MATERIAL TO PROCESS below:

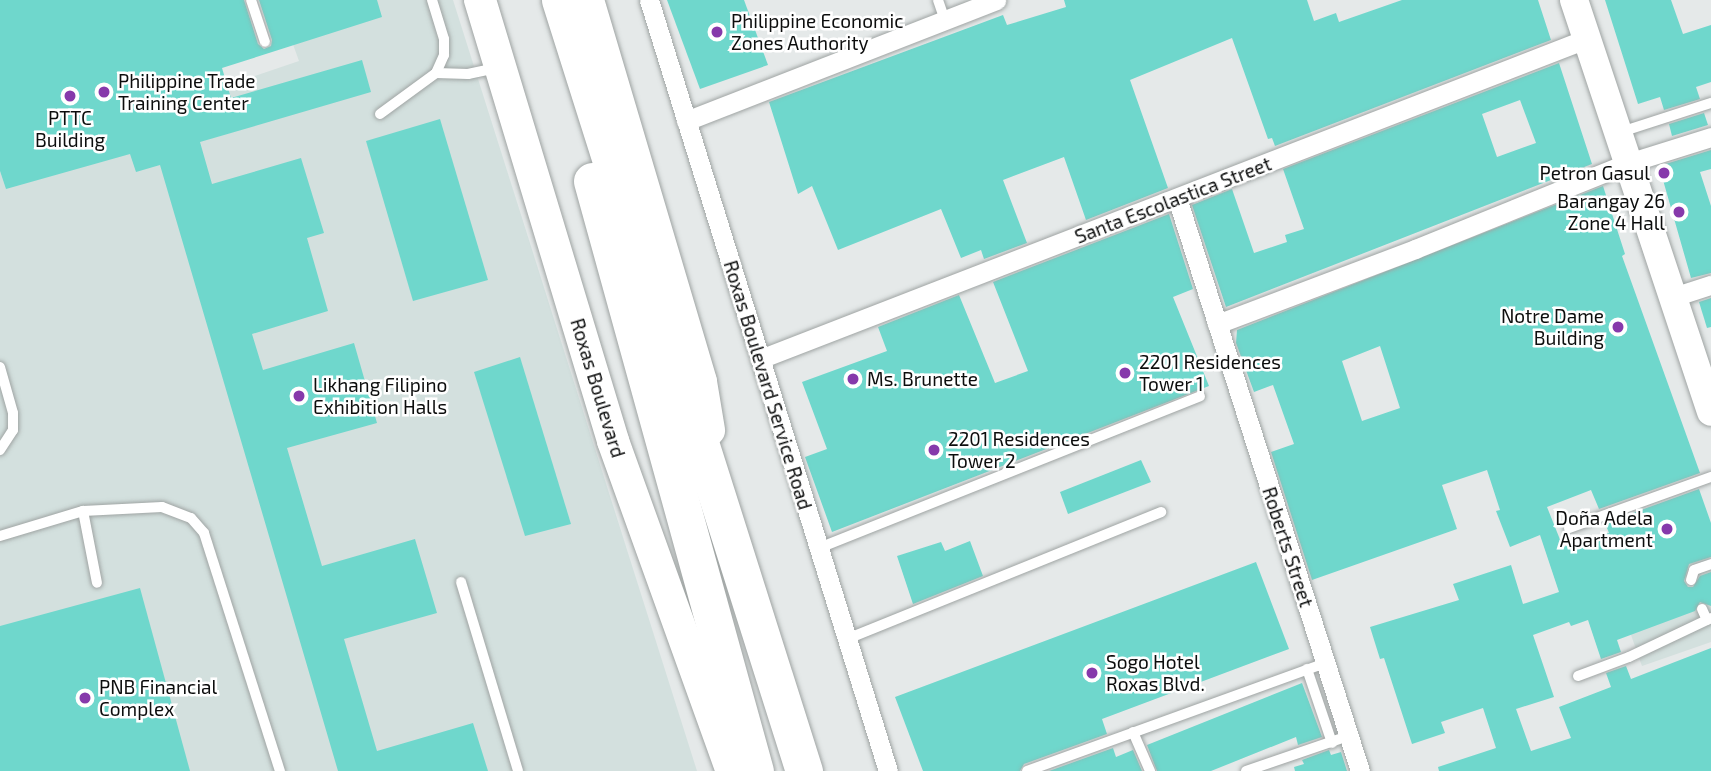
<!DOCTYPE html>
<html>
<head>
<meta charset="utf-8">
<style>
  body { margin:0 }
  #map { position:relative; width:1711px; height:771px; overflow:hidden; background:#e5e9e9; font-family:"Exo 2",sans-serif }
  div>[style] { position:absolute }
  .built>* { inset:0; background:#d3e0de }
  .building>* { inset:0; background:#6fd7cc }
  .roads { filter:drop-shadow(0 0 2px #9fa4a3) drop-shadow(0 0 2px #9fa4a3) }
  .lane>* { height:10px; margin:-5px; padding:0 5px; transform-origin:5px; border-radius:5px; background:#fff }
  .street>* { height:19px; margin:-9.5px; padding:0 9.5px; transform-origin:9.5px; border-radius:9.5px; background:#fff }
  .secondary>* { height:28px; margin:-14px; padding:0 14px; transform-origin:14px; border-radius:14px; background:#fff }
  .primary>* { height:32px; margin:-16px; padding:0 16px; transform-origin:16px; border-radius:16px; background:#fff }
  .highway>* { height:37px; margin:-18.5px; padding:0 18.5px; transform-origin:18.5px; border-radius:18.5px; background:#fff }
  .dots>* { width:19px; height:19px; translate:-50% -50%; box-sizing:border-box; border:4px solid #fff; border-radius:50% }
  span { translate:-50% -50%; white-space:nowrap; text-align:center; line-height:1.15; -webkit-text-stroke:5px #fff; paint-order:stroke }
  .poi-label { font-size:19px; color:#0c0d0d }
  .left { translate:0 -50%; text-align:left }
  .right { translate:-100% -50%; text-align:right }
  .street-label { font-size:19px; color:#0c0d0d }
</style>
</head>
<body>
<div id="map">
  <div class="built">
    <div style="clip-path:polygon(277px 0,453px 0,697px 771px,0 771px,0 171px,6px 188px,117px 123px,299px 61px)"></div>
    <div style="clip-path:polygon(1711px 546px,1711px 642px,1642px 666px,1612px 581px)"></div>
  </div>
  <div class="building">
    <div style="clip-path:polygon(0 0,244px 0,258px 44px,264px 49px,271px 46px,272px 40px,259px 0,377px 0,382px 17px,222px 68px,231px 98px,362px 60px,371px 92px,200px 142px,212px 184px,301px 158px,324px 233px,307px 238px,328px 311px,252px 334px,263px 370px,354px 343px,377px 423px,287px 448px,322px 566px,415px 539px,437px 613px,344px 639px,377px 751px,473px 723px,488px 771px,338px 771px,160px 165px,136px 172px,130px 154px,6px 189px,0 171px)"></div>
    <div style="clip-path:polygon(667px 0,744px 0,768px 65px,700px 89px)"></div>
    <div style="clip-path:polygon(1064px 0,1307px 0,1314px 21px,1336px 13px,1339px 22px,1402px 0,1538px 0,1551px 40px,1275px 146px,1272px 138px,1268px 139px,1232px 38px,1130px 80px,1168px 188px,1086px 220px,1064px 157px,1003px 180px,1027px 243px,984px 259px,981px 250px,961px 258px,941px 209px,838px 250px,812px 186px,798px 194px,769px 102px,1003px 15px,1007px 25px,1066px 7px)"></div>
    <div style="clip-path:polygon(1605px 0,1671px 0,1683px 34px,1711px 25px,1711px 82px,1696px 87px,1700px 99px,1664px 110px,1660px 97px,1638px 104px)"></div>
    <div style="clip-path:polygon(evenodd,1559px 63px,1592px 164px,1226px 307px,1192px 205px,1232px 189px,1254px 253px,1287px 242px,1285px 235px,1304px 229px,1283px 169px,1559px 63px,1520px 100px,1536px 143px,1497px 157px,1482px 114px,1520px 100px)"></div>
    <div style="clip-path:polygon(1704px 113px,1708px 125px,1672px 136px,1669px 124px)"></div>
    <div style="clip-path:polygon(440px 119px,488px 280px,413px 301px,366px 141px)"></div>
    <div style="clip-path:polygon(1711px 150px,1711px 169px,1700px 172px,1711px 206px,1711px 273px,1691px 278px,1659px 166px)"></div>
    <div style="clip-path:polygon(evenodd,1603px 186px,1625px 254px,1622px 256px,1700px 473px,1599px 509px,1591px 490px,1547px 507px,1563px 547px,1609px 533px,1605px 523px,1699px 489px,1711px 523px,1711px 557px,1689px 564px,1684px 581px,1688px 587px,1693px 587px,1700px 576px,1711px 572px,1711px 606px,1700px 602px,1695px 611px,1617px 640px,1621px 652px,1601px 659px,1588px 620px,1571px 626px,1569px 622px,1533px 635px,1554px 697px,1516px 709px,1531px 751px,1571px 738px,1559px 707px,1611px 687px,1606px 673px,1626px 666px,1631px 679px,1711px 648px,1711px 771px,1439px 771px,1438px 767px,1496px 748px,1483px 708px,1441px 722px,1445px 733px,1412px 744px,1384px 658px,1380px 659px,1370px 627px,1459px 600px,1453px 584px,1511px 565px,1523px 604px,1559px 592px,1540px 535px,1510px 547px,1496px 511px,1500px 510px,1487px 470px,1442px 485px,1457px 529px,1312px 580px,1271px 452px,1294px 444px,1273px 385px,1254px 392px,1236px 343px,1237px 330px,1603px 186px,1380px 346px,1400px 408px,1362px 421px,1342px 361px,1380px 346px)"></div>
    <div style="clip-path:polygon(1169px 214px,1193px 289px,1173px 297px,1209px 386px,832px 532px,805px 457px,827px 449px,802px 382px,887px 351px,878px 327px,959px 295px,995px 383px,1028px 371px,993px 282px)"></div>
    <div style="clip-path:polygon(1711px 298px,1711px 327px,1707px 328px,1699px 302px)"></div>
    <div style="clip-path:polygon(520px 357px,571px 524px,525px 536px,474px 372px)"></div>
    <div style="clip-path:polygon(1141px 460px,1151px 482px,1068px 514px,1060px 492px)"></div>
    <div style="clip-path:polygon(970px 541px,983px 576px,913px 604px,897px 556px,941px 542px,945px 551px)"></div>
    <div style="clip-path:polygon(1256px 562px,1289px 649px,1102px 719px,1107px 734px,1024px 764px,1020px 771px,923px 771px,895px 697px)"></div>
    <div style="clip-path:polygon(140px 588px,190px 771px,0 771px,0 626px)"></div>
    <div style="clip-path:polygon(1302px 683px,1322px 737px,1298px 745px,1296px 737px,1211px 771px,1157px 771px,1147px 745px)"></div>
    <div style="clip-path:polygon(1113px 748px,1116px 757px,1133px 750px,1142px 771px,1049px 771px)"></div>
    <div style="clip-path:polygon(1329px 750px,1331px 755px,1341px 752px,1347px 771px,1295px 771px,1294px 767px,1304px 764px,1302px 760px)"></div>
  </div>
  <div class="roads">
    <div class="lane">
      <div style="left:251px;top:0;width:44px;rotate:71.6deg"></div>
      <div style="left:938px;top:0;width:21px;rotate:71deg"></div>
      <div style="left:436px;top:73px;width:32px;rotate:2deg"></div>
      <div style="left:468px;top:74px;width:30px;rotate:-12deg"></div>
      <div style="left:380px;top:114px;width:69px;rotate:-36.2deg"></div>
      <div style="left:436px;top:73px;width:20px;rotate:-66deg"></div>
      <div style="left:444px;top:55px;width:16px;rotate:-90deg"></div>
      <div style="left:444px;top:39px;width:41px;rotate:-107.1deg"></div>
      <div style="left:1621px;top:132px;width:95px;rotate:-17.9deg"></div>
      <div style="left:0;top:367px;width:48px;rotate:74.2deg"></div>
      <div style="left:13px;top:413px;width:17px;rotate:90deg"></div>
      <div style="left:13px;top:430px;width:24px;rotate:123deg"></div>
      <div style="left:83px;top:511px;width:73px;rotate:79deg"></div>
      <div style="left:1569px;top:528px;width:151px;rotate:-19.8deg"></div>
      <div style="left:0;top:536px;width:87px;rotate:-16.8deg"></div>
      <div style="left:83px;top:511px;width:79px;rotate:-2.9deg"></div>
      <div style="left:162px;top:507px;width:31px;rotate:21deg"></div>
      <div style="left:191px;top:518px;width:20px;rotate:49deg"></div>
      <div style="left:204px;top:533px;width:250px;rotate:72.3deg"></div>
      <div style="left:819px;top:548px;width:410px;rotate:-21.7deg"></div>
      <div style="left:1691px;top:580px;width:10px;rotate:-73deg"></div>
      <div style="left:1694px;top:570px;width:18px;rotate:-19deg"></div>
      <div style="left:461px;top:582px;width:197px;rotate:73.2deg"></div>
      <div style="left:1702px;top:609px;width:12px;rotate:66deg"></div>
      <div style="left:847px;top:639px;width:339px;rotate:-22deg"></div>
      <div style="left:1307px;top:669px;width:78px;rotate:71.3deg"></div>
      <div style="left:1578px;top:676px;width:54px;rotate:-20.4deg"></div>
      <div style="left:1629px;top:657px;width:91px;rotate:-25.4deg"></div>
      <div style="left:1133px;top:732px;width:43px;rotate:66.4deg"></div>
      <div style="left:1027px;top:771px;width:317px;rotate:-19.9deg"></div>
      <div style="left:1246px;top:771px;width:108px;rotate:-18.9deg"></div>
    </div>
    <div class="street">
      <div style="left:649px;top:0;width:807px;rotate:72.78deg"></div>
      <div style="left:686px;top:121px;width:333px;rotate:-21.3deg"></div>
      <div style="left:1177px;top:198px;width:602px;rotate:72.29deg"></div>
      <div style="left:1673px;top:297px;width:40px;rotate:-18deg"></div>
      <div style="left:1217px;top:324px;width:212px;rotate:-20.7deg"></div>
      <div style="left:1415px;top:249px;width:230px;rotate:-22deg"></div>
      <div style="left:1628px;top:163px;width:87px;rotate:-17.4deg"></div>
      <div style="left:760px;top:359px;width:886px;rotate:-21.18deg"></div>
    </div>
    <div class="secondary">
      <div style="left:1574px;top:0;width:434px;rotate:71.6deg"></div>
    </div>
    <div class="primary">
      <div style="left:480px;top:0;width:461px;rotate:73.2deg"></div>
      <div style="left:613px;top:441px;width:351px;rotate:70.2deg"></div>
      <div style="left:588px;top:0;width:398px;rotate:73.5deg"></div>
      <div style="left:701px;top:382px;width:49px;rotate:80.5deg"></div>
    </div>
    <div class="highway">
      <div style="left:560px;top:0;width:809px;rotate:72.44deg"></div>
      <div style="left:592px;top:181px;width:612px;rotate:74.56deg"></div>
    </div>
  </div>
  <div class="dots">
    <div style="left:717px;top:32px;background:#8639ab"></div>
    <div style="left:104px;top:92px;background:#8639ab"></div>
    <div style="left:70px;top:96px;background:#8639ab"></div>
    <div style="left:1664px;top:173px;background:#8639ab"></div>
    <div style="left:1679px;top:212px;background:#8639ab"></div>
    <div style="left:1618px;top:327px;background:#8639ab"></div>
    <div style="left:1125px;top:373px;background:#8639ab"></div>
    <div style="left:853px;top:379px;background:#8639ab"></div>
    <div style="left:299px;top:396px;background:#8639ab"></div>
    <div style="left:934px;top:450px;background:#8639ab"></div>
    <div style="left:1667px;top:529px;background:#8639ab"></div>
    <div style="left:1092px;top:673px;background:#8639ab"></div>
    <div style="left:85px;top:698px;background:#8639ab"></div>
  </div>
  <div class="poi-label">
    <span class="left" style="left:731px;top:32px">Philippine Economic<br>Zones Authority</span>
    <span class="left" style="left:118px;top:92px">Philippine Trade<br>Training Center</span>
    <span style="left:70px;top:129px">PTTC<br>Building</span>
    <span class="right" style="left:1650px;top:173px">Petron Gasul</span>
    <span class="right" style="left:1665px;top:212px">Barangay 26<br>Zone 4 Hall</span>
    <span class="right" style="left:1604px;top:327px">Notre Dame<br>Building</span>
    <span class="left" style="left:1139px;top:373px">2201 Residences<br>Tower 1</span>
    <span class="left" style="left:867px;top:379px">Ms. Brunette</span>
    <span class="left" style="left:313px;top:396px">Likhang Filipino<br>Exhibition Halls</span>
    <span class="left" style="left:948px;top:450px">2201 Residences<br>Tower 2</span>
    <span class="right" style="left:1653px;top:529px">Doña Adela<br>Apartment</span>
    <span class="left" style="left:1106px;top:673px">Sogo Hotel<br>Roxas Blvd.</span>
    <span class="left" style="left:99px;top:698px">PNB Financial<br>Complex</span>
  </div>
  <div class="street-label">
    <span style="left:1173px;top:200px;rotate:-21deg">Santa Escolastica Street</span>
    <span style="left:768px;top:385px;rotate:73deg">Roxas Boulevard Service Road</span>
    <span style="left:598px;top:388px;rotate:73deg">Roxas Boulevard</span>
    <span style="left:1288px;top:547px;rotate:72deg">Roberts Street</span>
  </div>
</div>
</body>
</html>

End of MATERIAL TO PROCESS.

EXERCISE DETAILS:
Line count for "text": give the number of lines in the data above that include it, and nothing else.

COMPLETED TASK:
3